= The Market Place =

1899 novel by Harold Frederic

The Market Place is an 1899 novel by American author Harold Frederic. It was published posthumously in 1899, following his death the previous year.

The book's publication and success as a bestseller led to a conflict over Frederic's estate between his wife Grace Frederic and mistress Kate Lyon. This resulted in a scandal involving much of London's Victorian society. The resulting furor led to the jailing of Lyon on charges of manslaughter at the behest of his wife. Another notable American figure of the time, Cora Crane, the companion of author Stephen Crane, sheltered his three children with Lyon while she was jailed pending trial. She was acquitted.

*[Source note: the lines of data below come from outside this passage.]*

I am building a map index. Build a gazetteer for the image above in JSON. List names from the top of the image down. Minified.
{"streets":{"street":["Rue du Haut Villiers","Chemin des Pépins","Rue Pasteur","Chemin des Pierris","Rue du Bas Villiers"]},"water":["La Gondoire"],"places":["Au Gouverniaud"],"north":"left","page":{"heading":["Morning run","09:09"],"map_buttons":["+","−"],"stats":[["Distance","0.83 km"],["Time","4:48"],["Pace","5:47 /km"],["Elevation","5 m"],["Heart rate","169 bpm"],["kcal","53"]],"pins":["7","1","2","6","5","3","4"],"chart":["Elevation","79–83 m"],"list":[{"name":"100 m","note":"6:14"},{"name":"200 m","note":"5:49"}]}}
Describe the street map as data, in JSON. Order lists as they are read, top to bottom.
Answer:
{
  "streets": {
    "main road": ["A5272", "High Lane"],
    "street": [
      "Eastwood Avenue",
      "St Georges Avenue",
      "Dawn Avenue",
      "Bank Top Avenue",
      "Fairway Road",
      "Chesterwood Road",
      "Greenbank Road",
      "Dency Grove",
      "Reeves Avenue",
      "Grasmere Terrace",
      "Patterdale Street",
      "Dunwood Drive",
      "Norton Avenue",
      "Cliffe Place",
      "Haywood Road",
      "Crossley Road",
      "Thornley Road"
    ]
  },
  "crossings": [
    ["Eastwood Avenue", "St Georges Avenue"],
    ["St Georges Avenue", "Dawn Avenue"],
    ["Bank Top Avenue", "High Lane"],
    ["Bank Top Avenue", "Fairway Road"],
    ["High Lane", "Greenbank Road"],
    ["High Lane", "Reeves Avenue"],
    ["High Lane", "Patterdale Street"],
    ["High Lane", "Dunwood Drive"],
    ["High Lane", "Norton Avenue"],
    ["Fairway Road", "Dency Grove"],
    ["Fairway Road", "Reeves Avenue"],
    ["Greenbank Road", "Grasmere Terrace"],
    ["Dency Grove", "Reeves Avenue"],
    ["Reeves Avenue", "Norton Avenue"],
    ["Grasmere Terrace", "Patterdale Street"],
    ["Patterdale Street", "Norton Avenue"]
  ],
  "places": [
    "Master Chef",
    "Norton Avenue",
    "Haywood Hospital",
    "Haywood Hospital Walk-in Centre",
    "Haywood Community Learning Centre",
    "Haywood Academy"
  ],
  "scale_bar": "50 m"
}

The novel was among the best selling books in the United States in 1899.

==Reception==
American author Willa Cather wrote:
Unusual interest is attached to the posthumous work of that great man whose career ended so prematurely and so tragically. The story is a study in the ethics and purposes of money-getting, in the romantic element in modern business. In it finance is presented not as being merely the province of shrewdness, or greediness, or petty personal gratification, but of great projects, of great brain-battles, a field for the exercising of talent, daring, imagination, appealing to the strength of a strong man, filling the same place in men's lives that was once filled by the incentives of war... The hero of the story, "Joel Thorpe," is one of those men, huge of body, keen of brain, with cast iron nerves, as sound a heart as most men, and a magnificent capacity for bluff. He has lived and risked and lost in a dozen countries, been almost within reach of fortune a dozen times, and always missed her until, finally, in London, by promoting a great rubber syndicate he becomes a multi-millionaire. He marries the most beautiful and one of the most impecunious peeresses in England and retires to his country estate. There, as a gentleman of leisure, he loses his motive in life, loses power for lack of opportunity, and grows less commanding even in the eyes of his wife, who misses the uncompromising, barbaric strength which took her by storm and won her. Finally he evolves a gigantic philanthropic scheme of spending his money as laboriously as he made it.

It is very fitting that Mr. Frederic's last book should be in praise of action, the thing that makes the world go round; of force, however misspent, which is the sum of life as distinguished from the inertia of death. In the forty-odd years of his life he wrote almost as many pages as Balzac, most of it mere newspaper copy, it is true, read and forgotten, but all of it vigorous and with the stamp of a strong man upon it. And he played just as hard as he worked—alas, it was the play that killed him! The young artist who illustrated the story gave to the pictures of "Joel Thorpe" very much the look of Harold Frederic himself, and they might almost stand for his portraits. I fancy the young man did not select his model carelessly... The man won his place in England much as his hero won his, by defiance, by strong shoulder blows, by his self-sufficiency and inexhaustible strength...

In point of execution and literary excellence, both The Market Place and Gloria Mundi are vastly inferior to The Damnation of Theron Ware, or that exquisite London idyl, March Hares... Both Gloria Mundi and The Market Place bear unmistakable evidences of the slack rein and the hasty hand. Both of them contain considerable padding, the stamp of the space writer. They are imperfectly developed, and are not packed with ideas like his earlier novels. Their excellence is in flashes; it is not the searching, evenly distributed light which permeates his more careful work. There were, as we know too well, good reasons why Mr. Frederic should work hastily. He needed a large income and he worked heroically, writing many thousands of words a day to obtain it... Achilles was a god in all his nobler parts, but his feet were of the earth and to the earth they held him down, and he died stung by an arrow in the heel.